Alors, pour gouverner, le Prince/Chef d’État doit être à la fois lion et renard :
- Le lion, symbole de la force : il impressionne, frappe l’imagination et impose le respect. Cette force est nécessaire pour se protéger des ennemis, et donne un sentiment de sécurité au peuple.
- Le renard, symbole de ruse : il représente un dissimulateur, un manipulateur qui va détourner le regard du peuple vers l’inessentiel pour préserver les apparences.
Le Prince est donc cet homme hors du commun, qui maîtrise totalement sa double nature humaine et animale.
Mais le Prince doit bien avoir d’autres qualités pour gouverner non ?
Mais oui ! Vous vous doutez bien qu’il ne peut pas uniquement se contenter d’enfiler un costume de lion et de renard pour gouverner.
1. Le Prince doit savoir saisir l’occasion
Il doit saisir le Kaïros (καιρός si jamais vous lisez le grec), c’est-à-dire le moment opportun qui lui permettra de se hisser jusqu’au pouvoir.
Mais pour cela, le Prince doit aussi faire preuve d’une puissante capacité d’analyse, pour voir si les circonstances sont favorables à sa prise en main du pouvoir — il est plus facile de prendre le pouvoir lorsque le peuple est mécontent de son gouvernement, par exemple.
2. Le Prince doit savoir paraître
Machiavel insiste beaucoup sur l’image du Prince. Pour lui, il ne s’agit pas d’être bon, mais de paraître bon.
Il part du principe que les rapports humains ne sont pas lucides (= contrôlés par la raison) mais affectifs, le Prince doit alors utiliser l’affect pour gagner la faveur du peuple. Il doit manipuler la conscience morale des hommes, en donnant de lui une image positive et attractive — car nous pensons tous que ceux qu’on aime agissent forcément bien.
Et pour cela, ruses et manipulation en tout genre sont des outils efficaces : il faut sauver les apparences et savoir être dissimulateur, car, au final, le peuple voit ce qu’il veut bien voir.
Conclusion : la légitimité du Prince lui est accordée plus pour des raisons passionnelles que rationnelles. La preuve : le peuple ne cherche pas la vérité sur les actions politiques, mais le bien-être et la sécurité avant tout. Et s’il faut utiliser le mensonge, l’illusion, pour y parvenir eh bien… peu importe les moyens, ce qui compte, c’est la fin.

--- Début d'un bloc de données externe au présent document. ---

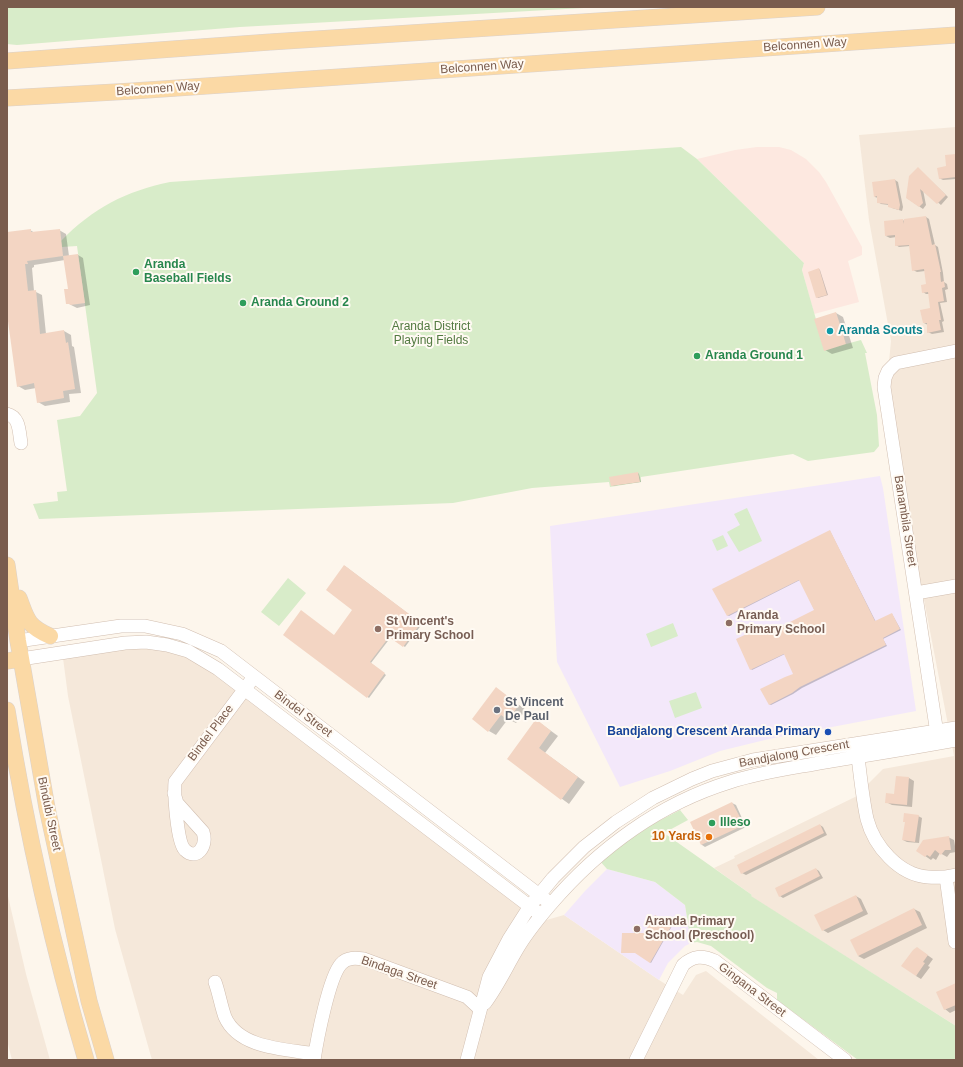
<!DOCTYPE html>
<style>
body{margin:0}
#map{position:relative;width:963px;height:1067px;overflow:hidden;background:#fdf6ec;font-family:Arial,sans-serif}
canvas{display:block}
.frame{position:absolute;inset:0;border:8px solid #7a5c4d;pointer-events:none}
</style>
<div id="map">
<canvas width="963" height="1067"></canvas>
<div class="frame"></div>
</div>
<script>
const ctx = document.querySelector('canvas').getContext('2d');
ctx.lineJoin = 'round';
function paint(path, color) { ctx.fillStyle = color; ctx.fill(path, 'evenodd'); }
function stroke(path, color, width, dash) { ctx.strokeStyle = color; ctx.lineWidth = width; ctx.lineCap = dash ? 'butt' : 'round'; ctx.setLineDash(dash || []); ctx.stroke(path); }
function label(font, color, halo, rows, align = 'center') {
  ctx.font = font + ' Arial,sans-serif'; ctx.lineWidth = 4; ctx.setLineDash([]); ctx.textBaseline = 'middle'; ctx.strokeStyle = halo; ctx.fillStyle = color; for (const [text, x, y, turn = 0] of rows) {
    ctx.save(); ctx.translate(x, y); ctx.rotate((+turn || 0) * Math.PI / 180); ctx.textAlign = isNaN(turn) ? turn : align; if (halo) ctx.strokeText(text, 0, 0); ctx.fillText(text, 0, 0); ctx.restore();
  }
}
paint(new Path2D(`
 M956,127V1026L750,896L752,895L714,868L735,858L734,856L855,797L883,769L954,756L910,527L887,382L891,341L869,220L859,135Z
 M142,645L179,649L213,668L543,921L564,915L659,980L683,995L696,975L706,971L819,1060H152L115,929L68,696L63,658Z
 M7,892L26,974L50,1060H12L7,1040Z`), '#f5e8da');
paint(new Path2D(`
 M757,147H779L791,150L806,159L819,172L826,182L862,247V255L848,261L859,302L814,314L802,270L804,263L697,159L735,150Z`), '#fde8e0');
paint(new Path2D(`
 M880,476L883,488L916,711L769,739L720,751L670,771L620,787L557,662L550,526Z
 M607,869L655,882L685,905L691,943L685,946L668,963L659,980L564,915L585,891Z`), '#f3e8fa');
paint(new Path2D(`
 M7,7H602L240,27L17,45L7,44Z
 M681,147L697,159L804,263L802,270L823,344L844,338L846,344L861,340L867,353H865L877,415L879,446L874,452L808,461L793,454L641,477V482L610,487L609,482L532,488L453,503L39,519L33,504L58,501L57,492L67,491L57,420L80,416L97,393L77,246L62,247L61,241C93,208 126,191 170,182Z
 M747,508L762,541L739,552L727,532L740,525L734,514Z
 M723,535L728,546L717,551L712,540Z
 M288,578L306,593L279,626L261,612Z
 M673,623L678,636L651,647L646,634Z
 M696,692L702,708L675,718L669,701Z
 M680,810L688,820L664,833L752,895L751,896L956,1026V1060H858L777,1000V993L767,988L711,946L697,942L691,943L685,905L655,882L607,869L599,860L653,824Z`), '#d8ecc9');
paint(new Path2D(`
 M956,155V179L943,180L939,178Z
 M918,168L948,197L941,205L923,190L926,205L923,209L907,198Z
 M895,180L898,182L903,207L902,211L892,208L889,206V205L881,204L878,202V198L875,197L874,183Z
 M926,217L929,219L935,245L938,247L943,273L944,282L947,284L948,289L945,290L947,302L940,303L944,321L942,322L944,332L932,334L928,332V325L924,323L931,309L929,294H926L923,292L928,285L925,271L917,272L913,270L910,246L899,247L896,245V237L890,238L886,236L902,220L905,221Z
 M30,230L35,233L59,230L66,234L69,256L78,255L83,258L90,305L77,308L67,303L69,290L65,260L34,265V267L32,268L34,291L42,295L46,334L64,331L71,335L72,346L74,347L81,393L69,394L70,402L45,406L38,402L36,388L25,390L18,386L7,307V233Z
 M819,269L820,270L828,295L818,298L817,297Z
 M836,313L843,317L853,348L832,354L825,350Z
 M638,473L639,474L641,482L612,486Z
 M830,531L876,622L892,614L901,630L883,639L887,646L802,688L793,694L771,705L769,704L795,675L785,654L752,670L751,669L766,626L770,633L815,611L800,580L729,616L727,615Z
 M345,566L422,624L405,647L391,637L371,663L386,675L369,698L284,634L334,636L354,610Z
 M503,693L526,710L516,723L508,719L496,735L489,731Z
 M536,720L558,736L545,753L585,782L569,804L508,759Z
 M909,778L914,781L912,807L892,805L886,802L895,795Z
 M732,803L736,805L746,827L705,847L702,845L692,823Z
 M918,816L922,818L919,843L907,842L903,840L906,822L904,821Z
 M820,825L823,827L827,835L746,875L742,873Z
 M948,837L954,840L956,852L950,853L947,857L940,853L936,860L933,858L931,860L918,851Z
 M816,869L819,871L823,878L783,898L780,896Z
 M856,896L861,899L868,914L828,933L823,930Z
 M914,909L920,912L927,928L864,959L858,956Z
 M656,916L672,926L651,963L637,953H622L644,934Z
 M923,952L933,959L928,966L930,967L921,979L916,976Z
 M956,984V1010L950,1013L945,1009Z`), '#0003');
paint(new Path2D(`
 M956,154V177L939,179L937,168L946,166L945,155Z
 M918,167L946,195L937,204L920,189L923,203L919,207L906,198L909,176Z
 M895,179L900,205L899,210L888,207V204L877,203V196L874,197L872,182Z
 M926,216L932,245L935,244L941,272H940L941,282L944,281L945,287L942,288L944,301L938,302L941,320H939L941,330L927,333V323H923L920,310L930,308L928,292L922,293L921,285L926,284L924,269L912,271L909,245L895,246V235L885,236L884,221L903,219L904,224V219Z
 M31,229V232L60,229L63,256L27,261L28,264H25L28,291L36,290L40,334L64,330L66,343L68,342L75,389L63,391L64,398L37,403L34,383L17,387L7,314V232Z
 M78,254L85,303L70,305V304H66L64,289H68L63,256Z
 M819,268L827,295L816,298L808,272Z
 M836,312L846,344L824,351L814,319Z
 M638,472L640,482L611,486L609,477Z
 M830,530L875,621L892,613L900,629L883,638L886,645L800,687L792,693L769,705L760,689L785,677L793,674L784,654L750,670L736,639L766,625L770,632L814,610L799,580L727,616L712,589Z
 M344,565L421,623L403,647L389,637L370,662L385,673L367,698L283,635L301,610L334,635L352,610L326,590Z
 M496,687L519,705L508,720L501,715L488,732L472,719Z
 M536,719L551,731L539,748L578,777L561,800L507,759Z
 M896,776L909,777L907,805L885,803L886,793L894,794Z
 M732,802L744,825L701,845L690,822Z
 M904,813L919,815L915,842L902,840L905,822H903Z
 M820,824L824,833L741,874L737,865Z
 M949,836L951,850H945L941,855L935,850L930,857L927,855L925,857L916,851L923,840Z
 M816,868L820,876L779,897L775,888Z
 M856,895L863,911L822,931L814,915Z
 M914,908L922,925L858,956L850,940Z
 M655,915L672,925L650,963L635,953H621L622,933H644Z
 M917,947L928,955L923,962L925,963L916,976L901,966L913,950Z
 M956,983V1005L944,1010L936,992Z`), '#f3d5c3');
const minor = new Path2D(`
 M7,414C20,417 19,432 21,443
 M916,593L956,586
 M18,641L121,626H145L182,634L221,651L551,904
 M21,659L125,643L146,642L167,645L188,651L218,669L541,915
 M938,740L884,387L885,378L888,371L896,363L956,351
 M857,749C860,772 862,796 867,819C874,846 899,875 928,877C938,878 947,877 956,875
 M174,793L177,803L203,832C208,847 196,861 185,850C177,843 174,793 175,782L250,682
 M946,877L955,942
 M215,982C219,993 221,1006 225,1017C239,1049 286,1049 315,1054
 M485,1003C497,987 506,968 516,951C525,935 538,919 550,905C598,849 659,804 730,782C761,772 793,768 825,762C868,755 912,748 956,740
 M314,1060C317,1040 329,977 341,964C347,957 356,958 364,959L467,997L480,1009
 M467,1060L489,977L509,939L530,906L553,878L584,847L616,822L653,798L692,779L712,771L753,760L956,728
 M636,1060L683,965C693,956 702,955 715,961L845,1060`);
const major = new Path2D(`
 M7,61L270,42L817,7
 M7,98L133,91L956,35
 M7,565L18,641L47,808L89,1001L106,1060
 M19,598C27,619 27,626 50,636
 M7,661L21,659
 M7,710C26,828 52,945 86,1060`);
stroke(minor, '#d1beb0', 14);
stroke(major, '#dad1cd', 17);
stroke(minor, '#fff', 13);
stroke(major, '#fbd9a5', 16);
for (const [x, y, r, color] of [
 [136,272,4,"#2e9e5b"],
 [243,303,4,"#2e9e5b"],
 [830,331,4,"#0f9aa8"],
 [697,356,4,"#2e9e5b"],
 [729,623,4,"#8d6e63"],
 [378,629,4,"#8d6e63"],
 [497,710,4,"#6b7280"],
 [828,732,4,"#1a4fb4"],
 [712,823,4,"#2e9e5b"],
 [709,837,4,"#e8710a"],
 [637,929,4,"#8d6e63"]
]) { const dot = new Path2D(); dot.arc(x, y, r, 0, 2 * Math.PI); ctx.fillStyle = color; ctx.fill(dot); stroke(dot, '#fffaf3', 1.5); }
label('12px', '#7a5c4d', '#fffaf3', [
 ["Belconnen Way",805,45,-4],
 ["Belconnen Way",482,67,-4],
 ["Belconnen Way",158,89,-4],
 ["Banambila Street",905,521,81],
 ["Bindel Street",303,714,37],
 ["Bindel Place",211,733,-53],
 ["Bandjalong Crescent",794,754,-10],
 ["Bindubi Street",49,814,78],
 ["Bindaga Street",399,973,19],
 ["Gingana Street",752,990,37]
]);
label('bold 12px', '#27864d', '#fffaf3', [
 ["Aranda",144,265],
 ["Baseball Fields",144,279],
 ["Aranda Ground 2",251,303],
 ["Aranda Ground 1",705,356],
 ["Illeso",720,823]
], 'left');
label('12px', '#537a41', '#fffaf3', [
 ["Aranda District",431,327],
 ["Playing Fields",431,341]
]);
label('bold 12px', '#0d838f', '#fffaf3', [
 ["Aranda Scouts",838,331]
], 'left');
label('bold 12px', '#785e54', '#fffaf3', [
 ["Aranda",737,616],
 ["Primary School",737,630],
 ["St Vincent's",386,622],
 ["Primary School",386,636],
 ["Aranda Primary",645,922],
 ["School (Preschool)",645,936]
], 'left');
label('bold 12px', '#5b616d', '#fffaf3', [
 ["St Vincent",505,703],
 ["De Paul",505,717]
], 'left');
label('bold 12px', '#164399', '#fffaf3', [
 ["Bandjalong Crescent Aranda Primary",820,732]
], 'right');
label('bold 12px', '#c56008', '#fffaf3', [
 ["10 Yards",701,837]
], 'right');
</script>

Quoi ? Le Prince joue avec les sentiments du peuple ?
Eh oui ! Gouverner des hommes, c’est aussi s’assurer de leur confiance et de leur loyauté. Mais, pour obtenir et conserver cette confiance, Machiavel explique que le Prince a deux moyens très différents à sa disposition :
- La raison = faire comprendre aux hommes pourquoi il agit ainsi et quelles en sont les causes rationnelles
- Le recours à l’affectif = utiliser les passions du peuple pour gouverner
Machiavel va même plus loin : il affirme que le pouvoir du Prince n’est pas fondé sur un accord raisonnable entre les hommes, mais sur le jeu des passions humaines que le Prince doit maîtriser parfaitement s’il veut assurer sa domination.
Autrement dit, on ne gouverne pas les hommes par la raison mais par les sentiments. Et contrairement à ce que l’on pourrait croire, Machiavel montre que le sentiment que le prince doit s’efforcer de susciter chez ses sujets n’est pas l’amour, mais LA CRAINTE.
Gouverner, c’est mettre vos sujets hors d’état de vous nuire et même d’y penser. – Machiavel
Et en plus de ça, le peuple doit avoir peur du Prince ?
Pour Machiavel, l’amour ne peut être un mobile efficace pour inciter les hommes à obéir à leur souverain. D’abord parce que l’amour est un sentiment trop changeant, et ensuite, parce que l’amour du peuple envers son souverain ne peut être qu’un attachement purement intéressé, et donc précaire. Il est alors impossible de fonder là-dessus une obéissance ferme et constante.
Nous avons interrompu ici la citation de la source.